Work to complete
Give the total number of lines in the data below that include "buttons", and nothing else.

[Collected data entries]

————————

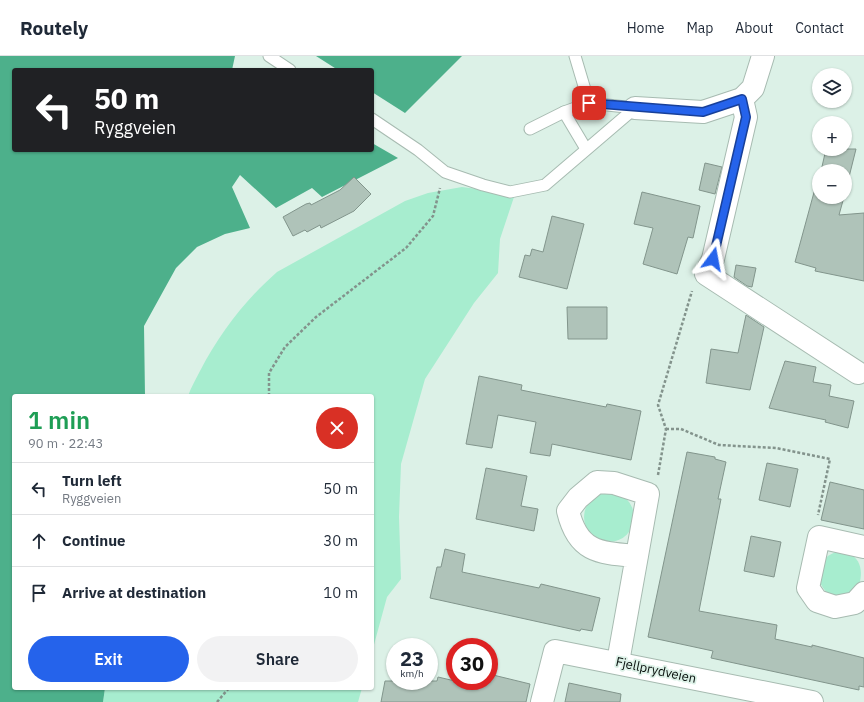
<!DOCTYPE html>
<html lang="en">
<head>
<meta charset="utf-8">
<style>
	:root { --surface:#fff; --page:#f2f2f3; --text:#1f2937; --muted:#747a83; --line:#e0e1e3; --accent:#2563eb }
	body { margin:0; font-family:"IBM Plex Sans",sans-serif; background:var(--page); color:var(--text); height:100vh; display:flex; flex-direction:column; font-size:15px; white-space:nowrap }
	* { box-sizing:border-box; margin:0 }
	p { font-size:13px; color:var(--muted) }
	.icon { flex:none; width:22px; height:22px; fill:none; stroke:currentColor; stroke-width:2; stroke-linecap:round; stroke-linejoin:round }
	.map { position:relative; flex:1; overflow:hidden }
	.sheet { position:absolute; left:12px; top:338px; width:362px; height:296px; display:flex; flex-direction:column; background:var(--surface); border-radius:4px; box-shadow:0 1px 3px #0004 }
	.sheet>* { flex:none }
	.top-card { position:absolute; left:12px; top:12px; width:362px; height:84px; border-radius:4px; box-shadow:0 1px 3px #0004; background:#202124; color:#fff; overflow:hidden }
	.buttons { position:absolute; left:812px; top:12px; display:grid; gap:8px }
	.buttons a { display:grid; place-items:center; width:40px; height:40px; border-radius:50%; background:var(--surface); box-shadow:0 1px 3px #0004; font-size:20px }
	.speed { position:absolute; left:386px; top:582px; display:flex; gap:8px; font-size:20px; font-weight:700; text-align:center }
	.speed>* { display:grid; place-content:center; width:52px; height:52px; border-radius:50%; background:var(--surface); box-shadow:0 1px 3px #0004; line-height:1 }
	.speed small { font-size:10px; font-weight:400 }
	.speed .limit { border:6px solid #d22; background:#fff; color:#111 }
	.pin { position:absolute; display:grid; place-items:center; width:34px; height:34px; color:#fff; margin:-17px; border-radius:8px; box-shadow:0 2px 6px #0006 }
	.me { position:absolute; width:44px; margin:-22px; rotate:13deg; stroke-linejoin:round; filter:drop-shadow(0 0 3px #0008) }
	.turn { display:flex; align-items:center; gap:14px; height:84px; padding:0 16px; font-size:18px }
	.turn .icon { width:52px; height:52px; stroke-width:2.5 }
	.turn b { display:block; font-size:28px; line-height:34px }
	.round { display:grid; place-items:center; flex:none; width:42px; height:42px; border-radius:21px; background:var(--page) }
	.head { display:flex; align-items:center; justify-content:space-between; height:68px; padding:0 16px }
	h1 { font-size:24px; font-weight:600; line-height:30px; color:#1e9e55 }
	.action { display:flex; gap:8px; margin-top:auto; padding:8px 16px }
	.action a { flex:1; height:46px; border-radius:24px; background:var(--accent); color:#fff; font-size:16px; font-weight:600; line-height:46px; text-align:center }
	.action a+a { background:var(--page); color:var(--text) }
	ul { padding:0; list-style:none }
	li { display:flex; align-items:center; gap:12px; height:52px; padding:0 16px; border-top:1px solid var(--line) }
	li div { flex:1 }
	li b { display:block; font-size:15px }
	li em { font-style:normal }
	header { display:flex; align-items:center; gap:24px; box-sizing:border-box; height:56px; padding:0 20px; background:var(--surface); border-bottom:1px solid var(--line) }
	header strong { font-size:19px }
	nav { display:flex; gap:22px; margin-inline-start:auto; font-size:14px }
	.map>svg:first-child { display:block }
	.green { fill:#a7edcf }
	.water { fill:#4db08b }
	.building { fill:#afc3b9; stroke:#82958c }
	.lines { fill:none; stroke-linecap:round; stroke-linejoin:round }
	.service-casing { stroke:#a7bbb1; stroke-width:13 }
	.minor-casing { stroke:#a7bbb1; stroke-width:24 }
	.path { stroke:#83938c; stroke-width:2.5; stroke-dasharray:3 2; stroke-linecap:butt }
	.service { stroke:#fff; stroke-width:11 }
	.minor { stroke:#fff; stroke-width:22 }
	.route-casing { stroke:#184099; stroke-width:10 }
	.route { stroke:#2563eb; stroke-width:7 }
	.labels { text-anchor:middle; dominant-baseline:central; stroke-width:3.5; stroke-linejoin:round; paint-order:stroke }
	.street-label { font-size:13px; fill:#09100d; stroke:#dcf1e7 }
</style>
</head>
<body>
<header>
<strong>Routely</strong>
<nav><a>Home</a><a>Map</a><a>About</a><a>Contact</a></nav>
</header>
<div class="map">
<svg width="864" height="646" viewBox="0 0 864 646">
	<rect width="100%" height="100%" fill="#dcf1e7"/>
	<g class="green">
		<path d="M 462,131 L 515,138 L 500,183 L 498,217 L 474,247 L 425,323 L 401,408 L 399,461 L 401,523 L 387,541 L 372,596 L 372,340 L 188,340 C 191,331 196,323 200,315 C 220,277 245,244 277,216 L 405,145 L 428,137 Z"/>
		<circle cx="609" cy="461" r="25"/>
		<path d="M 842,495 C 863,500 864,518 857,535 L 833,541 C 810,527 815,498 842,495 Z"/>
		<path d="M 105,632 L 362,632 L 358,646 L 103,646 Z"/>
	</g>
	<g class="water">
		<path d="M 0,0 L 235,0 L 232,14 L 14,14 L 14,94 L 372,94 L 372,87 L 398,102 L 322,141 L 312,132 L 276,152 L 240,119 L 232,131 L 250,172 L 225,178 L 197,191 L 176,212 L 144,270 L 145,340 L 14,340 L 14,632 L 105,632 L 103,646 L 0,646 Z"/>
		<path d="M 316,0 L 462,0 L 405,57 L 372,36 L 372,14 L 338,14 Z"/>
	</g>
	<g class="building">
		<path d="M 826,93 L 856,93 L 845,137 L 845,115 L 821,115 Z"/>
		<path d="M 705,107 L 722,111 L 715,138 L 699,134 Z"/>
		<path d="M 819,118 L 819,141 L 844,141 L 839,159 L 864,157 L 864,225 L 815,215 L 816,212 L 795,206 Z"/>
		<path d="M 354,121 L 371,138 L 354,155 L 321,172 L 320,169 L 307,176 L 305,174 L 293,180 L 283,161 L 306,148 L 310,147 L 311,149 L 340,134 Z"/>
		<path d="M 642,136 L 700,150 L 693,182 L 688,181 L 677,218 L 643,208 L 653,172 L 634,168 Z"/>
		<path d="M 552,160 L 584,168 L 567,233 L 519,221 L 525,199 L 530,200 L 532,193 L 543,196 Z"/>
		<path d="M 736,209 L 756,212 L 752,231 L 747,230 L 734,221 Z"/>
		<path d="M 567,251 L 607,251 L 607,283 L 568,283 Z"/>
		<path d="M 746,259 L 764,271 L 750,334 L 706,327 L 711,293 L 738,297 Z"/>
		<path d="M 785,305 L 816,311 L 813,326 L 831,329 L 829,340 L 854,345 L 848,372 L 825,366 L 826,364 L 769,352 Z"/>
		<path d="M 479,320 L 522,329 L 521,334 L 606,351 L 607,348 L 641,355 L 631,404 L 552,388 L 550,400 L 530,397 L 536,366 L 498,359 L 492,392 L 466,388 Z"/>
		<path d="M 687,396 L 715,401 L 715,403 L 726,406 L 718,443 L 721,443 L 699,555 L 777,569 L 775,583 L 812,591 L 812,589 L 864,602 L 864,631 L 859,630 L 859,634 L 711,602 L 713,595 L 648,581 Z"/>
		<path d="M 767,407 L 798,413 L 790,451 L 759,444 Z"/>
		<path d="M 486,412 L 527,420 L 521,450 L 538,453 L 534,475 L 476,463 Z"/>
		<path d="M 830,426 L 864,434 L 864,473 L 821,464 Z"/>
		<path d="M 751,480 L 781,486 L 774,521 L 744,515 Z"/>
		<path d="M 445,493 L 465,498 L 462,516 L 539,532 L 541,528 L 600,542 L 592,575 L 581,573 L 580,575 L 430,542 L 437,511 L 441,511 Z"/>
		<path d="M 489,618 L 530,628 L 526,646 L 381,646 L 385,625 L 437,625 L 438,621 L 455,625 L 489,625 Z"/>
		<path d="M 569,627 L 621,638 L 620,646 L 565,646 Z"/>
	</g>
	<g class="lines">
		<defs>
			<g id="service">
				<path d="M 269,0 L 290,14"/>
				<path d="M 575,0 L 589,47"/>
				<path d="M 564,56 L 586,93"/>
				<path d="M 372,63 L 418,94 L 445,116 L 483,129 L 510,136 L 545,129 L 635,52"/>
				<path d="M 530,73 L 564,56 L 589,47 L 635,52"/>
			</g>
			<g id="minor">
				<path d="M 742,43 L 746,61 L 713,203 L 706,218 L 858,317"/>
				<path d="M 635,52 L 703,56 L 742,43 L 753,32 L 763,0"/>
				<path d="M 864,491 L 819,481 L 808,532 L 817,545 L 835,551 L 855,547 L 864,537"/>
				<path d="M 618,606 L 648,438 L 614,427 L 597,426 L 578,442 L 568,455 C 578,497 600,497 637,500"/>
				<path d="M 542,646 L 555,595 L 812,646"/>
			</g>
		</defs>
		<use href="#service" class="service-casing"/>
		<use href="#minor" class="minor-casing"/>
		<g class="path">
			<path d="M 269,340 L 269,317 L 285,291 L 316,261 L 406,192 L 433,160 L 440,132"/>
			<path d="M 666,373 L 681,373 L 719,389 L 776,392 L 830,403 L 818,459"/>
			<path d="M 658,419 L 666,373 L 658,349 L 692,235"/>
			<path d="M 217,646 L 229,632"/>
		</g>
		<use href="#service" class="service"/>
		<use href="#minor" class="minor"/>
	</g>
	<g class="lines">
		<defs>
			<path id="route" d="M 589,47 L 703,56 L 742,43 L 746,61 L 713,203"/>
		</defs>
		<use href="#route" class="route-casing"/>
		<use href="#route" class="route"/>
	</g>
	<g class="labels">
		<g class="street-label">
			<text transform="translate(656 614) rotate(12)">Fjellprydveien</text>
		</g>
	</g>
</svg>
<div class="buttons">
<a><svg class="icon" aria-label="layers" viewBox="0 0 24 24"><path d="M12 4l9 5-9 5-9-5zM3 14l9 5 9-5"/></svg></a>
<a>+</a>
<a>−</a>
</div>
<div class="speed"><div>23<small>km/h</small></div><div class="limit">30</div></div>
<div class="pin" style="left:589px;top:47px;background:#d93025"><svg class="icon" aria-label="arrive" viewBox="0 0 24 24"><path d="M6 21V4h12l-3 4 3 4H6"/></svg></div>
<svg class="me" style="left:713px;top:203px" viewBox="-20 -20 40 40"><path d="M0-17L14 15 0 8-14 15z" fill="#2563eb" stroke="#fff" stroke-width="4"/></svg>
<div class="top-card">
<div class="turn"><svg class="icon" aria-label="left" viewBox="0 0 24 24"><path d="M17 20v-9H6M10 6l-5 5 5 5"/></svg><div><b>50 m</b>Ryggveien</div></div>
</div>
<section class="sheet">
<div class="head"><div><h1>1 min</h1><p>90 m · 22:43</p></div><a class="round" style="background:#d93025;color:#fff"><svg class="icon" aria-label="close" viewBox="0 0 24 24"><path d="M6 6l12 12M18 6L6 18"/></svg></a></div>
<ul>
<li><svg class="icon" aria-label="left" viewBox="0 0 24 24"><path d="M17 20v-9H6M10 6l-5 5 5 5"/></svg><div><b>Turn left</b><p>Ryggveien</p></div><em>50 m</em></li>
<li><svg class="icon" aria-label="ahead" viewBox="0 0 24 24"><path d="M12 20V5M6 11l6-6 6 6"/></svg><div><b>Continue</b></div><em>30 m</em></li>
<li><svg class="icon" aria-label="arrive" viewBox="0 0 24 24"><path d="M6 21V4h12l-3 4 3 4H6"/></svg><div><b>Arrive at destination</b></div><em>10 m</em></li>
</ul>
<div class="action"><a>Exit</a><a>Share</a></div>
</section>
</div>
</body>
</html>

————————

Written solution
3